Data supplied section start

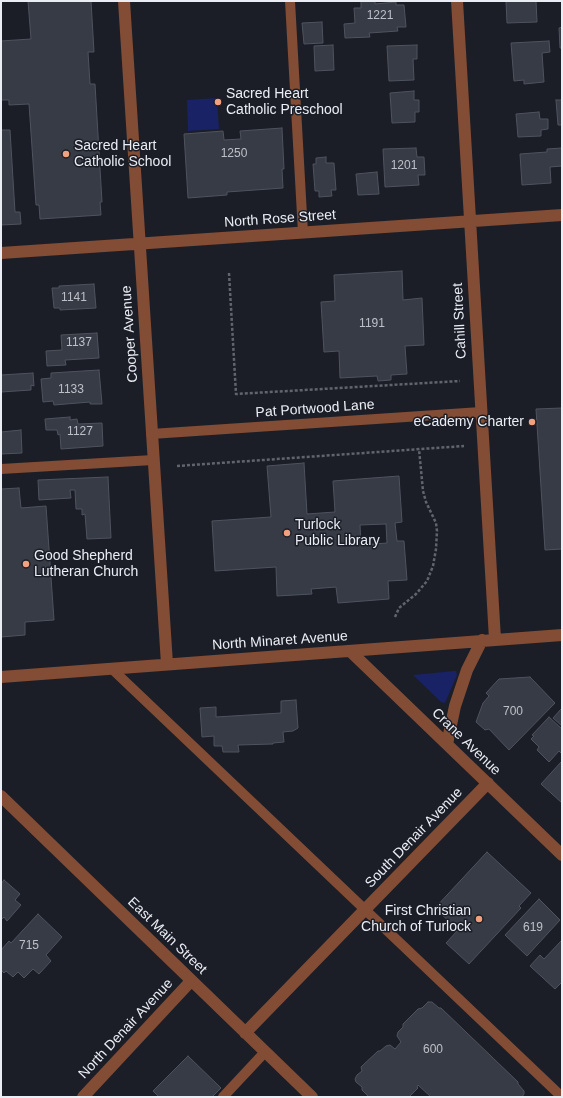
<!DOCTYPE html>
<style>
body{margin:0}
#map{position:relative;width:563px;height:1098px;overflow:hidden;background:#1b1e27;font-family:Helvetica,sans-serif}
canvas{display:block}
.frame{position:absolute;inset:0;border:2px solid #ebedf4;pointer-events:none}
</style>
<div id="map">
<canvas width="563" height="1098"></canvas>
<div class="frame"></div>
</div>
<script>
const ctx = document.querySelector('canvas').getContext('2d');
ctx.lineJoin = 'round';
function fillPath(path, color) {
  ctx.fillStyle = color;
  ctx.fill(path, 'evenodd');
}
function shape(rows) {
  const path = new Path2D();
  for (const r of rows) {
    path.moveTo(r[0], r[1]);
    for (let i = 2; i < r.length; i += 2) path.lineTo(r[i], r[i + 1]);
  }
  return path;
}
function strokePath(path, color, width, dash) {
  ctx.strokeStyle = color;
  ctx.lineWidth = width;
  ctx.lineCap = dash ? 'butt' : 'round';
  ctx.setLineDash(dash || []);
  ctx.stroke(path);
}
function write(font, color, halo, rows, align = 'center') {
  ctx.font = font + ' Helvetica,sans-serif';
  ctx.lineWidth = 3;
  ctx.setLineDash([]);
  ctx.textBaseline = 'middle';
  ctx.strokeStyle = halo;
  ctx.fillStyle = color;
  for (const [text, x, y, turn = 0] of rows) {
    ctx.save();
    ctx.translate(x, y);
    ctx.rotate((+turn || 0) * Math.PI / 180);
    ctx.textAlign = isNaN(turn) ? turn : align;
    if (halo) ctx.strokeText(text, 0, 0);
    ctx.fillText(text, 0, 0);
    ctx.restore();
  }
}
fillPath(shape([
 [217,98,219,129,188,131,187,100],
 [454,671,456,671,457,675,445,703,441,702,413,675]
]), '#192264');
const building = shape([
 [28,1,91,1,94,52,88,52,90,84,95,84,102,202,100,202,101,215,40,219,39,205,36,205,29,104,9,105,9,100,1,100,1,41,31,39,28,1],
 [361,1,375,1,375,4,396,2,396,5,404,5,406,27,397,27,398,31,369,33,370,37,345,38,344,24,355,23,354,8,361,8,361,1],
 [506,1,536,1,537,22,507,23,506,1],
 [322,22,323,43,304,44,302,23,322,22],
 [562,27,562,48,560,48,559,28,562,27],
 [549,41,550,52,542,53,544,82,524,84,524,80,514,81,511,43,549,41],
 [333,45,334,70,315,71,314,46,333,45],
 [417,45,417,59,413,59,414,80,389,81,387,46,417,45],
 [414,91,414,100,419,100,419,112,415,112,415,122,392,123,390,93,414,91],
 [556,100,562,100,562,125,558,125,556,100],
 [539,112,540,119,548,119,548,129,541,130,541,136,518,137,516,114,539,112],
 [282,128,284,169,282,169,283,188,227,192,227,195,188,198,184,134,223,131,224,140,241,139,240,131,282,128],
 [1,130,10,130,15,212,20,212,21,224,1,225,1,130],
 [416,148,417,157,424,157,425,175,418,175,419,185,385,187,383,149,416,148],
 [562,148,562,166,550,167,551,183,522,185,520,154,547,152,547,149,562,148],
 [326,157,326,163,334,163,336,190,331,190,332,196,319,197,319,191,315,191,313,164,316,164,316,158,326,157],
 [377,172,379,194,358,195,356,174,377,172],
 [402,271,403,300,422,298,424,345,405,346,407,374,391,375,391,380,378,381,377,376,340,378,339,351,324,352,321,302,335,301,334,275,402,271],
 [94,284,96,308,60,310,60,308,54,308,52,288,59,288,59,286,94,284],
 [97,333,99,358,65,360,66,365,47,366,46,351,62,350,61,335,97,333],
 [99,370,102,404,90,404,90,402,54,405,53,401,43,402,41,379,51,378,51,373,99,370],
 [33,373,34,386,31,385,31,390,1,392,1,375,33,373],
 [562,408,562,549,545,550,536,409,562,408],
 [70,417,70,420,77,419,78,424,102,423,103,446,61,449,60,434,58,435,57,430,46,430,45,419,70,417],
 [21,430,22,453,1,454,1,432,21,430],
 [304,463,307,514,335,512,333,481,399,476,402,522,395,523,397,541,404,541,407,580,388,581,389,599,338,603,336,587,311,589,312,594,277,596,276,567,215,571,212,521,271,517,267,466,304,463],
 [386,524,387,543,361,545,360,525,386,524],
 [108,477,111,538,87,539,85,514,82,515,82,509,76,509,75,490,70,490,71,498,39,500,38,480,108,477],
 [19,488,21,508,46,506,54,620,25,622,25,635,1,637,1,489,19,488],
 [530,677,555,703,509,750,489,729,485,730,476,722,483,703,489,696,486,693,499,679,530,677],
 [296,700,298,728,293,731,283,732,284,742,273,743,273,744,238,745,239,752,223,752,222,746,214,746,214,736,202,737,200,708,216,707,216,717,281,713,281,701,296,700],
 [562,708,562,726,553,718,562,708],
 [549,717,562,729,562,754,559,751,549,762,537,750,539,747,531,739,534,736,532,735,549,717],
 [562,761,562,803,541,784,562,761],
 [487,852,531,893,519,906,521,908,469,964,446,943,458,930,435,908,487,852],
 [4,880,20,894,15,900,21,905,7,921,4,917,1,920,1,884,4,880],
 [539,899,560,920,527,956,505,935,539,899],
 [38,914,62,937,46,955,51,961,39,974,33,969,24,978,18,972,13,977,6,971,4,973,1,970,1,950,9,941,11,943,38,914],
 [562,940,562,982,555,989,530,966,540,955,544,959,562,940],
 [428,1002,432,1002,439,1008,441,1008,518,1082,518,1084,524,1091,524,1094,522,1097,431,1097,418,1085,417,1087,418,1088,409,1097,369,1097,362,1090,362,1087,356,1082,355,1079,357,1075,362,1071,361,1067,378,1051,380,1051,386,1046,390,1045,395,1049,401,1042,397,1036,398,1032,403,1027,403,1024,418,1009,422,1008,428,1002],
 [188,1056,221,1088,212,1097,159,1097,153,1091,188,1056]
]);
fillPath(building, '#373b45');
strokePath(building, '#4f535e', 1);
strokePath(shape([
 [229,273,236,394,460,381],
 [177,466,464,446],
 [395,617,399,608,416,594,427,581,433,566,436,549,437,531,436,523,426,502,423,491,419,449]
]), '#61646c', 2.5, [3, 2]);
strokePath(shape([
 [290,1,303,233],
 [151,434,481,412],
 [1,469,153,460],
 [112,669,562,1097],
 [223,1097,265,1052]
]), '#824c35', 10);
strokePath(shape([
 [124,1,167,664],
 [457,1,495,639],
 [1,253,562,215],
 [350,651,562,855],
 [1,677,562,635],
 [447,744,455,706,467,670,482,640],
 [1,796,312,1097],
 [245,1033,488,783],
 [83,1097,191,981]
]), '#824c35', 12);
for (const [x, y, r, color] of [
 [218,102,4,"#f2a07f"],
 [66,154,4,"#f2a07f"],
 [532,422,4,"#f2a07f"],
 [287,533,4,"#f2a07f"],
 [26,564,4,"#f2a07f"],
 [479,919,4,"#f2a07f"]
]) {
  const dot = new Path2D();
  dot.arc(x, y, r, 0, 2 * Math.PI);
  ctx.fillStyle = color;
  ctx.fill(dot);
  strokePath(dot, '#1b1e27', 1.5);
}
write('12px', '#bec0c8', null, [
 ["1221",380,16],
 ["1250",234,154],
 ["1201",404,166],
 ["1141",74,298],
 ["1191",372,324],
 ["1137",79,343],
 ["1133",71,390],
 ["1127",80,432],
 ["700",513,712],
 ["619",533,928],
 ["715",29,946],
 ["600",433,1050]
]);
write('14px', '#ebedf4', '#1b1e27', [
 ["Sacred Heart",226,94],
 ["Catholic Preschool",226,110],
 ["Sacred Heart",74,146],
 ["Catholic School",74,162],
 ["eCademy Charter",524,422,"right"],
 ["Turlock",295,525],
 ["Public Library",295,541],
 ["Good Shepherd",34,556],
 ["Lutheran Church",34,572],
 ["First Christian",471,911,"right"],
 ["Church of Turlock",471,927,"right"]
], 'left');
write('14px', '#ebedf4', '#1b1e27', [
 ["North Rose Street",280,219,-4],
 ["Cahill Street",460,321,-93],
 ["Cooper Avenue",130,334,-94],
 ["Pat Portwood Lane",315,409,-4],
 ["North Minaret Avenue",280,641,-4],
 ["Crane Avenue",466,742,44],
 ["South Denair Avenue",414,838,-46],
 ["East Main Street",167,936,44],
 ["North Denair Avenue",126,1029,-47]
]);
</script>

Data supplied section end
Data supplied section start

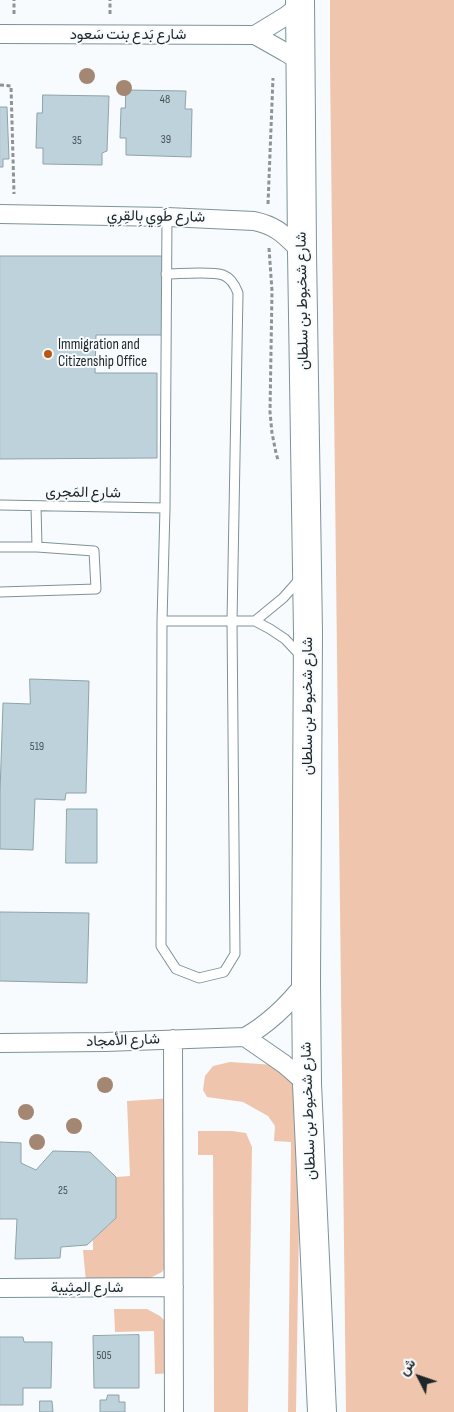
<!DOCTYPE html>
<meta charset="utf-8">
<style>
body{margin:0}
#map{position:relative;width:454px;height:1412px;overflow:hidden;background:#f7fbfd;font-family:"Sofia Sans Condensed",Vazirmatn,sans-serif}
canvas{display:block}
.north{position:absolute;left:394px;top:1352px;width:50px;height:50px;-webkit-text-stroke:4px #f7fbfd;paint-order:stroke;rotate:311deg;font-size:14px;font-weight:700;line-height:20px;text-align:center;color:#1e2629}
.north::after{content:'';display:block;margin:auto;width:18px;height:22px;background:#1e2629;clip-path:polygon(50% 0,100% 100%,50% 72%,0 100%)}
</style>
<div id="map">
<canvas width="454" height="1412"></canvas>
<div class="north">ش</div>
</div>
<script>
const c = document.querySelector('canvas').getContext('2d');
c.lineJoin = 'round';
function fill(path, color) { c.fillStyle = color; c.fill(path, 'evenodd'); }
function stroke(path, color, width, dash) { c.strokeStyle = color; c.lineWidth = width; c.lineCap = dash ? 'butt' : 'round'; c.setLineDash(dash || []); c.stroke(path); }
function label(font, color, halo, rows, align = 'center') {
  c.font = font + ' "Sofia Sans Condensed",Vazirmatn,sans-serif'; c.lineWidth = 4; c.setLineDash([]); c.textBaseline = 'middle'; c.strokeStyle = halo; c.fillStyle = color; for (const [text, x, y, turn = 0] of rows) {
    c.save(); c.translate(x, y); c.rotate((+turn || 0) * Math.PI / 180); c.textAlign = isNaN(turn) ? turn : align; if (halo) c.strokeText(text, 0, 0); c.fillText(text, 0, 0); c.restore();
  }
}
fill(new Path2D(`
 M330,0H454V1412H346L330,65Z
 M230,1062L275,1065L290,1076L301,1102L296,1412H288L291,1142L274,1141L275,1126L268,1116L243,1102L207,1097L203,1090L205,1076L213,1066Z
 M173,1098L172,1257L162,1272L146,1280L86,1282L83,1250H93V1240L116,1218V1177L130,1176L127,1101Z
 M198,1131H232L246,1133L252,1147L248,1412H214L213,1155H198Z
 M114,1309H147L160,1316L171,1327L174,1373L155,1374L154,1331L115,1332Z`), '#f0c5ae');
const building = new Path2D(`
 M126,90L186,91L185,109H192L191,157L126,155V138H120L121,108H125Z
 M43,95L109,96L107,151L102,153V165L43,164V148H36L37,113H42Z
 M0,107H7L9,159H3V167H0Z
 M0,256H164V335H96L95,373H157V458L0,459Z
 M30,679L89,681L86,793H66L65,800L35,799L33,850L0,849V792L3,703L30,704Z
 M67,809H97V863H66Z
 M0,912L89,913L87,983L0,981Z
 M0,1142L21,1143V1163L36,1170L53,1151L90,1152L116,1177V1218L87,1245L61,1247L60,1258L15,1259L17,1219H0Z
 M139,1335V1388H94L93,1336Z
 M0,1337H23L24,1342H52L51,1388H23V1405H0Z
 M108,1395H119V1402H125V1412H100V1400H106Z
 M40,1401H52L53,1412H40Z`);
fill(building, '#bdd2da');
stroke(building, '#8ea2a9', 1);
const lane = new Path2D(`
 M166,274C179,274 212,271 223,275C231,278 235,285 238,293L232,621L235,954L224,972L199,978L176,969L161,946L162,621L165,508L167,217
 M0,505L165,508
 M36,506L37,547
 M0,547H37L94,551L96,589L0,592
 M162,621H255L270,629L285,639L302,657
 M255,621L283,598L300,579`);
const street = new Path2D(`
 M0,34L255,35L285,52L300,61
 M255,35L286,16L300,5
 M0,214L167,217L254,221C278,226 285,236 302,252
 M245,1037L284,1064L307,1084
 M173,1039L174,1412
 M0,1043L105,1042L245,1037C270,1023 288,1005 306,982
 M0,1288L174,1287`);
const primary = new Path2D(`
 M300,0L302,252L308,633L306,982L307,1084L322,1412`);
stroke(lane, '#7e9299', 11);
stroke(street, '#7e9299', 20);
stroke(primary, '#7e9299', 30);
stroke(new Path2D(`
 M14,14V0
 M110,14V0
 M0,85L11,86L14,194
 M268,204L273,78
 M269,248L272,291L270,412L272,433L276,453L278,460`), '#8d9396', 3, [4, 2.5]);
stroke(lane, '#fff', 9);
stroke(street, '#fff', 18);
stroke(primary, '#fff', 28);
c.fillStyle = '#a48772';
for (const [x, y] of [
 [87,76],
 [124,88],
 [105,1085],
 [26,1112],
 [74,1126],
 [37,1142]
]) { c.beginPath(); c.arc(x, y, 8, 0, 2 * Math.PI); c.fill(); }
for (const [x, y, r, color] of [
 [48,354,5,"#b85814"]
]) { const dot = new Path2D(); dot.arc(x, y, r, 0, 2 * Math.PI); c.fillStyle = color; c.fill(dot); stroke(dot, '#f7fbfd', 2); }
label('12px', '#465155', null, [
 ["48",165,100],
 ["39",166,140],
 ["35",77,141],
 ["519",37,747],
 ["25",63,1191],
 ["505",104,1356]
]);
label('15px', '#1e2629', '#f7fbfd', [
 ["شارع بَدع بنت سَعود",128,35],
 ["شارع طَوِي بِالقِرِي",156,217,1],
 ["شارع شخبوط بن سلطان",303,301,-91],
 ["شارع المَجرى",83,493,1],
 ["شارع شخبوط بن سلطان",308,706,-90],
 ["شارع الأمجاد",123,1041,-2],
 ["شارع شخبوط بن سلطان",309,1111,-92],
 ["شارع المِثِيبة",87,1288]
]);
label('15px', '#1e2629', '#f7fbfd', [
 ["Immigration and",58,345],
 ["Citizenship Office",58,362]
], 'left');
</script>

Data supplied section end

## Your task
Set down precisely the lines above between the line holding "path.moveTo(r[0], r[1]);" and the line holding "ctx.textAlign = isNaN(turn)", inclusive, and nothing beyond them.

## Final answer
    path.moveTo(r[0], r[1]);
    for (let i = 2; i < r.length; i += 2) path.lineTo(r[i], r[i + 1]);
  }
  return path;
}
function strokePath(path, color, width, dash) {
  ctx.strokeStyle = color;
  ctx.lineWidth = width;
  ctx.lineCap = dash ? 'butt' : 'round';
  ctx.setLineDash(dash || []);
  ctx.stroke(path);
}
function write(font, color, halo, rows, align = 'center') {
  ctx.font = font + ' Helvetica,sans-serif';
  ctx.lineWidth = 3;
  ctx.setLineDash([]);
  ctx.textBaseline = 'middle';
  ctx.strokeStyle = halo;
  ctx.fillStyle = color;
  for (const [text, x, y, turn = 0] of rows) {
    ctx.save();
    ctx.translate(x, y);
    ctx.rotate((+turn || 0) * Math.PI / 180);
    ctx.textAlign = isNaN(turn) ? turn : align;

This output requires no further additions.